This is my assignment question, which I've answered. Just hoping someone could weigh in and tell me if my reasoning is on track.
Q:
Compund X has a MW of 74. The IR spectrum of X contains a strong band between 1650 and 1800cm-1 but no bands at 1600cm-1 or 3500cm-1. X does not react with 2,4-DNP or with aq NaHCO3. The 13C NMR spectrum consists of three peaks - one above 80ppm and two below 80ppm. The 1H NMR spectrum consists of 2 peaks of equal areas. Deduce the structure of X showing all your reasoning
My Answer:
MW of 74 equates to formulas of C4H10O, or C3H6O2
IR absorption between 1650 and 1800cm-1 indicates a C=O bond.
No absorption at 1600cm-1 indicate absence of C=C bonds (occuring in the 1600-1650cm-1 spectrum). X is therefore not an alkene.
No absorption at 3500cm-1 indicates absence of O-H bonds (occuring in the 3300-3500cm-1 spectrum).
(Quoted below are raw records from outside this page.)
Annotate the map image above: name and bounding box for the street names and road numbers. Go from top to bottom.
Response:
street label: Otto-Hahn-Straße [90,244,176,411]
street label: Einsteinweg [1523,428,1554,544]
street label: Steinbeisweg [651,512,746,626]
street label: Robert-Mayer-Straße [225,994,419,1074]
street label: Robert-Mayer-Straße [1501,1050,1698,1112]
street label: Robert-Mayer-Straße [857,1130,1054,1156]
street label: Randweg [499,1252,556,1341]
X is therefore not an alcohol.
X has 1 degree of unsaturation in the form of a C=O, therefore follows the molecular formula of CnH2n
Since there is no reaction with 2,4-DNP or with aq NaHCO3, X cannot be an aldehyde or ketone, or an acid.
113C NMR analysis tells us there are 3 carbon in the compound.
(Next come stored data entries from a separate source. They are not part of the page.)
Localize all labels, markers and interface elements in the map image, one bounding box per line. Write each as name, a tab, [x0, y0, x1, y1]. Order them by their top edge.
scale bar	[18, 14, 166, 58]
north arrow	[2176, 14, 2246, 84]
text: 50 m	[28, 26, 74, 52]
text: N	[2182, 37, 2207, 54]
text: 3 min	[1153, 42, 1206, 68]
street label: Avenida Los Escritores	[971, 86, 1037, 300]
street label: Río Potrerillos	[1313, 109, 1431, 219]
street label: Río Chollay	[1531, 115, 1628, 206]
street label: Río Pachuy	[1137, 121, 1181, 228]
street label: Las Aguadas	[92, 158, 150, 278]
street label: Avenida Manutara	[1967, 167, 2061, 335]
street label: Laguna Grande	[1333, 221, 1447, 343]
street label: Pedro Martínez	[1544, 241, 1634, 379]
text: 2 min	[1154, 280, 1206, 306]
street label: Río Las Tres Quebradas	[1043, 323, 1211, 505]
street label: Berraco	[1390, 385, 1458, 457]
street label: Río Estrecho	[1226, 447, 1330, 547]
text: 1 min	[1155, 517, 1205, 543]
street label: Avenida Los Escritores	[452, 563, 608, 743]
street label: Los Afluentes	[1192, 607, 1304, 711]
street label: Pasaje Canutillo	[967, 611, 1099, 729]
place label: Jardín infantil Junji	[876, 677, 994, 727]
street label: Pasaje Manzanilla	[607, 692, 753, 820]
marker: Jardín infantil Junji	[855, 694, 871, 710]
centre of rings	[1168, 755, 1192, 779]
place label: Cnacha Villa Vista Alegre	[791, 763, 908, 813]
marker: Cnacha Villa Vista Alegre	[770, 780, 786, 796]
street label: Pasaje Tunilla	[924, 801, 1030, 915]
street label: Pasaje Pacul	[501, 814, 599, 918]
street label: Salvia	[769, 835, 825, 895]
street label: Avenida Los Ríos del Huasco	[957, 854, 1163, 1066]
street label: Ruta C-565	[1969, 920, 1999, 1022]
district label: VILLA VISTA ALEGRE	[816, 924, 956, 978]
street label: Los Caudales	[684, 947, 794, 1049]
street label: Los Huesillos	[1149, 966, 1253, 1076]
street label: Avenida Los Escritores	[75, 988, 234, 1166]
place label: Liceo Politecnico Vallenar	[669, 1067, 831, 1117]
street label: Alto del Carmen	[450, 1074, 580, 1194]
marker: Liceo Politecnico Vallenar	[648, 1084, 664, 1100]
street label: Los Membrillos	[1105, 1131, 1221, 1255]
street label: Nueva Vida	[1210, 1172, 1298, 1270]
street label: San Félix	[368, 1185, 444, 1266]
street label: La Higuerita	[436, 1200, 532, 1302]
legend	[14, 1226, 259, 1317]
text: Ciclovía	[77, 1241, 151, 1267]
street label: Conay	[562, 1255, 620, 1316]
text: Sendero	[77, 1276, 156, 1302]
1 peak above 80ppm indicates an sp2 C, confirming presence of C=O.
2 peaks below 80ppm indicates 2 sp3 C.
The 1H NMR spectrum consisting of 2 peaks of equal areas tells us a 1:1 ratio of hydrogen in 2 different chemical environments.
Compound X must follow the formula C3H6O2. Since X has no O-H bonds, is not an aldehyde or ketone, the 2 O must be part of an ester functional group.
(pardon crude structure here)
H O H
| || |
H -- C -- C -- O -- C -- H
| |
H H
So how did I go?
Thanks heaps!
Alister